You are viewing a plain text version of this content. The canonical link for it is here.
Posted to dev@kudu.apache.org by Andrew Wong <aw...@cloudera.com.INVALID> on 2018/06/26 22:56:36 UTC

Re: Kudu: potential metadata changes

Hi folks,

I'd like to give an update to this thread, noting some metadata changes that
have gone in over the past months, and some further metadata changes that I
thinkare worth making. The considerations from the previous document are
still
valid; I'd like to paint a slightly more concrete picture of the changes I
think can go in.

- the previously-discussed option to allow users to configure the placement
of
  metadata has landed; the new default metadata directory is the WALs
directory
- the optimization to store min/max keys in the rowset metadata is exposed
to
  users via a flag

What's left is, well, the rest of it. We still have no easy way to make
storage
changes to metadata. Nor do we have the abstractions to address all of the
issues mentioned last time. I've put together a doc
<https://docs.google.com/document/d/1ijh3SGFAR2VXAvT5L1stVPgadLLm1aGWCfJjTdijpX0/edit?usp=sharing>
that outlines a couple
potential steps in that direction and some other noteworthy issues with our
current metadata story.
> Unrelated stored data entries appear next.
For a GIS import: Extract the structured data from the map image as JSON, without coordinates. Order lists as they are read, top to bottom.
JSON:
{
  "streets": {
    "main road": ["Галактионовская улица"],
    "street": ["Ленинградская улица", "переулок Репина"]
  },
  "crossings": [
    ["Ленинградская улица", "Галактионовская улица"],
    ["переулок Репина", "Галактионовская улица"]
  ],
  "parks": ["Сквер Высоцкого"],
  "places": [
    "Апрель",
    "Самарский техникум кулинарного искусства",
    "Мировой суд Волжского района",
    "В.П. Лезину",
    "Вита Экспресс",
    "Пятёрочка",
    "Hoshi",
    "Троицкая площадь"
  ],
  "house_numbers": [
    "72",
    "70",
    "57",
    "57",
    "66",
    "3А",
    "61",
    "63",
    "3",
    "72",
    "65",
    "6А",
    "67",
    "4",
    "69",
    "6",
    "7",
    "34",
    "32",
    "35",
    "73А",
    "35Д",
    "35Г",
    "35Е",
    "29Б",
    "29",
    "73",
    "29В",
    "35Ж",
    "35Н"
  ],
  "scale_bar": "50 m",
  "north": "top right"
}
I would appreciate some feedback.

Thanks,
Andrew


On Wed, Jan 10, 2018 at 3:11 PM Todd Lipcon <to...@cloudera.com> wrote:

> On Wed, Jan 10, 2018 at 11:57 AM, Adar Lieber-Dembo <ad...@cloudera.com>
> wrote:
>
> >
> > As far as specific bottlenecks are concerned, the spreading of LBM
> > metadata across multiple files is a main contributor to our long
> > startup times, and that's one of the biggest scalability bottlenecks
> > AFAIK.
> >
>
> I think the context of the doc Andrew posted is more about tablet-meta and
> consensus-meta and less about LBM meta. Improving LBM meta to be more
> efficiently stored (perhaps rolled into the same storage as other bits of
> metadata) is a nice idea as well, and maybe there are some shared bits of
> infrastructure here though?
>
> (eg if we imported rocksdb, lmdb, or built a simple KV-store abstraction
> maybe we could use it for all these use cases equally)
>
>
> >
> > > With these points in mind, it seems the reasonable path forward is go
> > with
> > > 1. and introduce a flag for users to colocate WALs and metadata.
> >
> > Makes sense. Will colocation be enabled by default for new clusters?
> > How about using the flag to define an explicit metadata directory,
> > with the default being empty ("use the WAL directory")? That'd make it
> > similar to fs_data_dirs, which is nice. If the metadata directory
> > can't be found in directory specified by this gflag (or in the WAL
> > directory, if blank), we can fall back to looking in the first data
> > directory.
> >
>
> That sounds reasonable to me.
>
> -Todd
> --
> Todd Lipcon
> Software Engineer, Cloudera
>


-- 
Andrew Wong